As he flipped through the images, he showed how some of the material has a hexagonal shape characteristic of sulfur, which, he said, is critical for biology. “A lot of the amino acids that give structure to our cells use sulfur,” he said. He also showed images of both framboidal (raspberry-shaped) and platelike bits of magnetite. “Those platey ones might be important for organic evolution. They might catalyze certain reactions,” he said.
Daniel Glavin, the OSIRIS-REx sample analysis lead, then showed what it was like to look at a grain of the asteroid material under ultraviolet light. Under the light, the sample was bright blue, flecked with tiny white bright spots that he compared to stars. “The stuff’s lighting up,” he said, explaining that the fluorescence indicates carbonate minerals. “This is organic matter, called organic globules. This thing’s loaded with organics.”
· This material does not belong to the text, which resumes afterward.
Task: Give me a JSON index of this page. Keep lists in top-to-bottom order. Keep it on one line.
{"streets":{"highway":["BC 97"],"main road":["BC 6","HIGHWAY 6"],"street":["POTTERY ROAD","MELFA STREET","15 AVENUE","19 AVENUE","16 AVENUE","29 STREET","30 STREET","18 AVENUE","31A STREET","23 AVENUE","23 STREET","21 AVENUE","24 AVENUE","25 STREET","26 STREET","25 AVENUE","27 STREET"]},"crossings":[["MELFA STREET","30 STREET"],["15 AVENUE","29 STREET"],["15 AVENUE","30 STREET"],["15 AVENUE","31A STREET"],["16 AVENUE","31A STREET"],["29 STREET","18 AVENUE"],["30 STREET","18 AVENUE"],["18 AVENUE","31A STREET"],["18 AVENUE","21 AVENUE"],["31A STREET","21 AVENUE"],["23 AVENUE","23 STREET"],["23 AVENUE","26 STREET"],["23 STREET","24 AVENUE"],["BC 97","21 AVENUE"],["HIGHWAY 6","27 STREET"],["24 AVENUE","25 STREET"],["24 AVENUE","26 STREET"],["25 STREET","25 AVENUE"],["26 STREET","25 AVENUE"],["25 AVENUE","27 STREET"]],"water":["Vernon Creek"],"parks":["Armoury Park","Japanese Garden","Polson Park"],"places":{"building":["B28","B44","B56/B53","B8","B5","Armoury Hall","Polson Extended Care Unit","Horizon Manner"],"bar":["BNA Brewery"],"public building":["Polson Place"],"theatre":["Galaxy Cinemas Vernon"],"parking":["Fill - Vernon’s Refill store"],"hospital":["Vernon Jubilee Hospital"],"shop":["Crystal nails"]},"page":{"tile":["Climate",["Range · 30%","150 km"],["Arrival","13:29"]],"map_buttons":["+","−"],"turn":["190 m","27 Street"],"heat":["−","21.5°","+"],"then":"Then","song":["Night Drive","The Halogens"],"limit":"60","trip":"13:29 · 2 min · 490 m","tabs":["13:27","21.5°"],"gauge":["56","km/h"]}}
The talk also included a prerecorded video from curation scientist Nicole Lunning standing outside a specially-constructed clean room at Johnson Space Center’s Building 31. The building is already home to the largest collection of asteroid materials in the world, and will be the permanent address for the Bennu sample. Because organics are such a focus of this mission, Lunning said, the clean room had been specifically designed to avoid contaminating the sample with biological materials from Earth.
Lunning described much of the material as fine dust and intermediate-size particles, about the width of short-grain rice. She pointed out that so far, NASA has examined only a tiny part of the sample, and they have not yet fully opened the sample container. She said they will continue taking the collection head apart, dividing the sample into handling trays “that look like deep dish pizza dishes.” In six months, she said, the agency will release a catalog to give scientists a chance to propose studies and request samples. Some 230 scientists around the world will work on analysis for two years, she said, and portions of the material will go on public display at the Smithsonian, Space Center Houston, and the University of Arizona.